(Stored data begins)
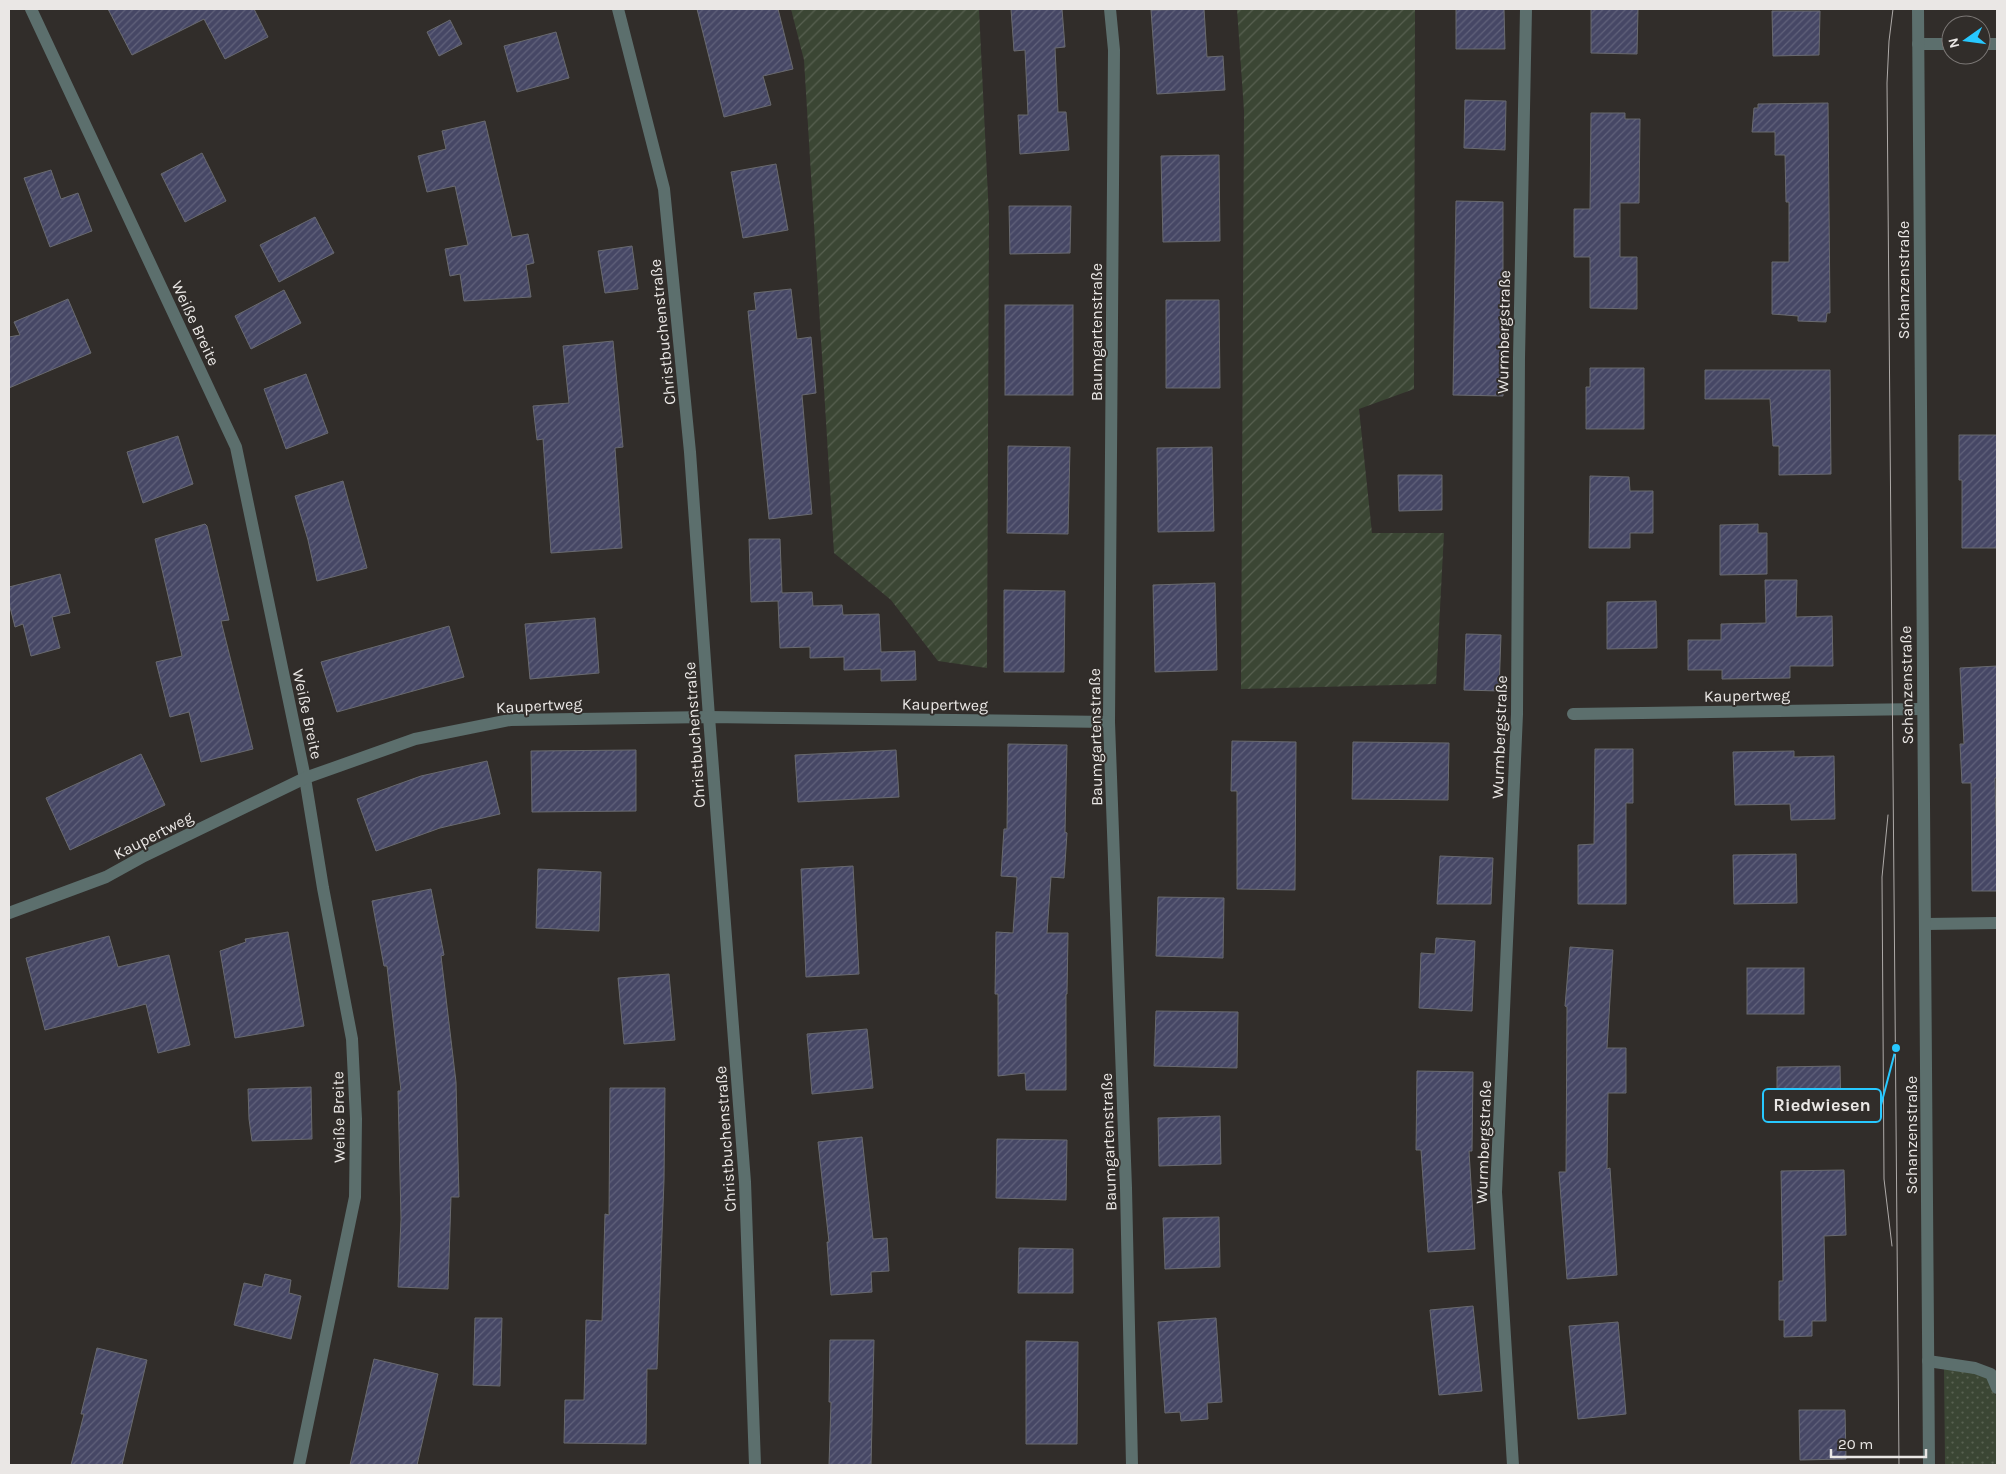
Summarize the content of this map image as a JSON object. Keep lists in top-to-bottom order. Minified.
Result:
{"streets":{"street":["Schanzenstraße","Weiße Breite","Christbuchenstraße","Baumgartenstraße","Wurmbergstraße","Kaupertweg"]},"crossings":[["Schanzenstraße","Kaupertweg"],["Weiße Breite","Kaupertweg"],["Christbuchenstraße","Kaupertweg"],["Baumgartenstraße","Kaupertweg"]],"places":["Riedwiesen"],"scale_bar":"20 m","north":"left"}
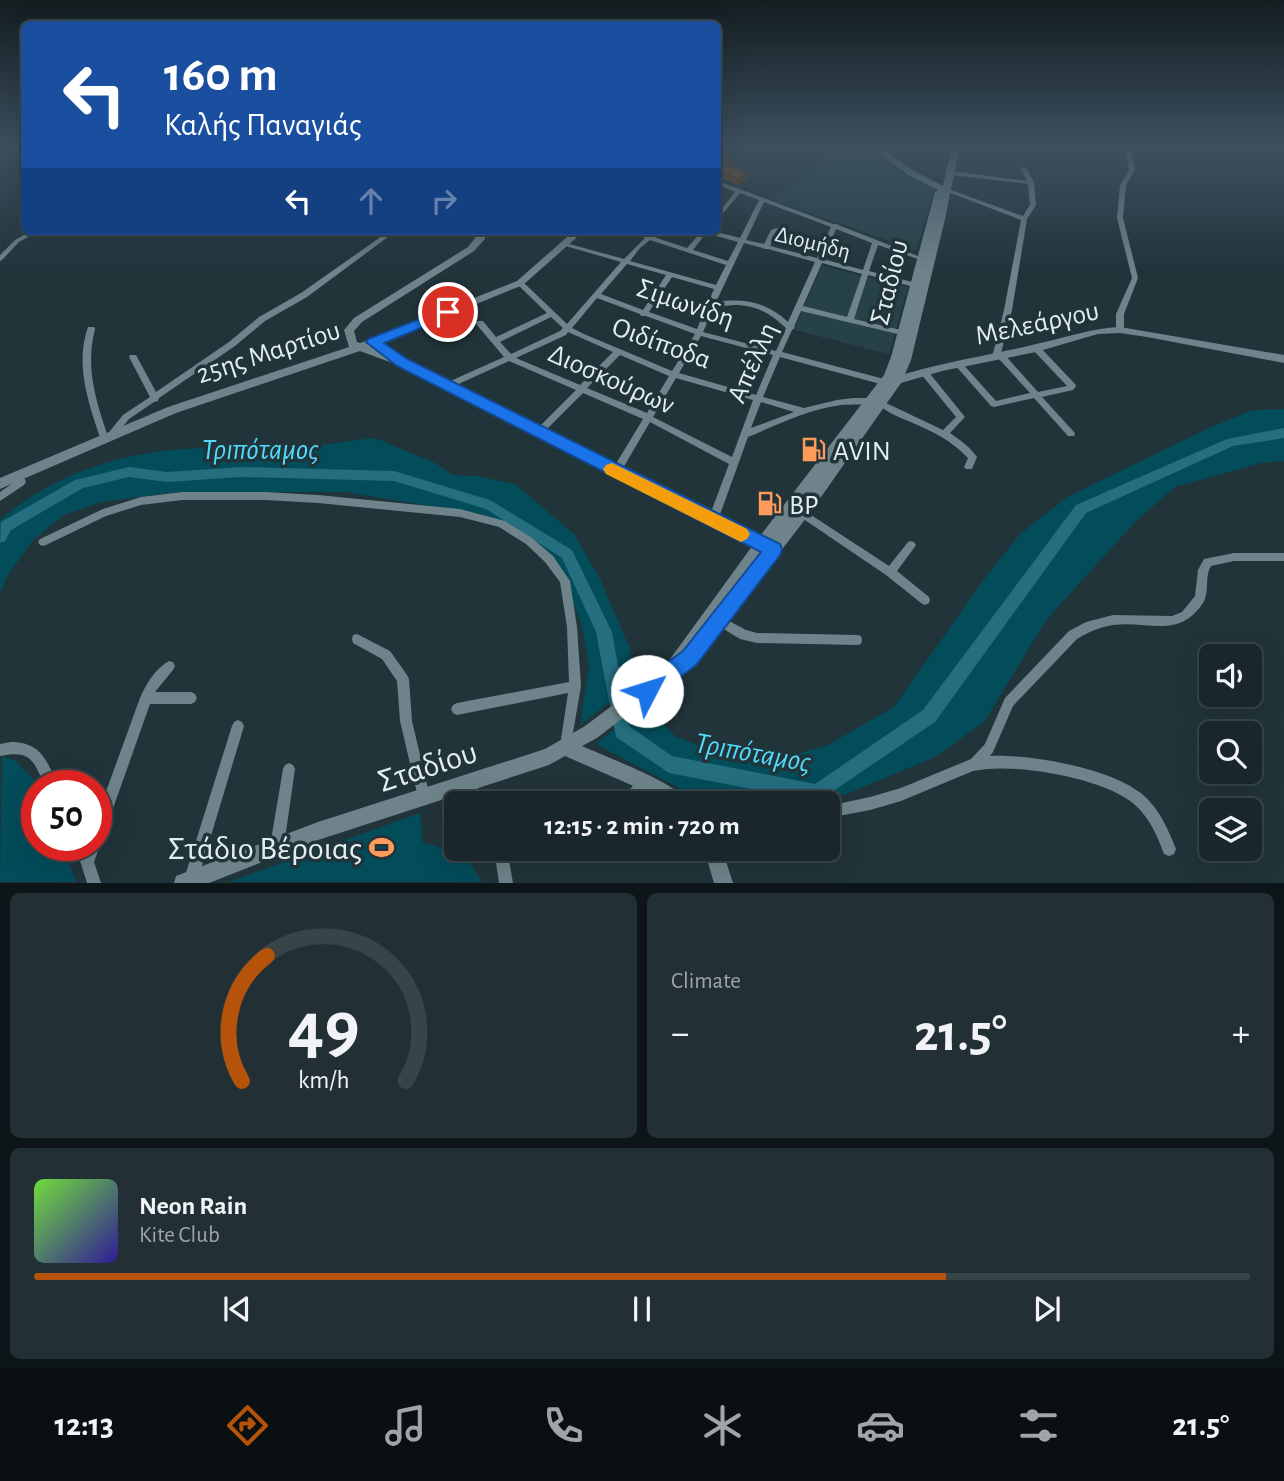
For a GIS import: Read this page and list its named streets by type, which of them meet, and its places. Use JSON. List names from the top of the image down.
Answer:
(Stored data ends)
**Task to carry out**: Please retype the whole of the data precisely, omitting pictures.

**Output**:
Summarize the content of this map image as a JSON object. Keep lists in top-to-bottom order. Minified.
Result:
{"streets":{"street":["Schanzenstraße","Weiße Breite","Christbuchenstraße","Baumgartenstraße","Wurmbergstraße","Kaupertweg"]},"crossings":[["Schanzenstraße","Kaupertweg"],["Weiße Breite","Kaupertweg"],["Christbuchenstraße","Kaupertweg"],["Baumgartenstraße","Kaupertweg"]],"places":["Riedwiesen"],"scale_bar":"20 m","north":"left"}
For a GIS import: Read this page and list its named streets by type, which of them meet, and its places. Use JSON. List names from the top of the image down.
Answer:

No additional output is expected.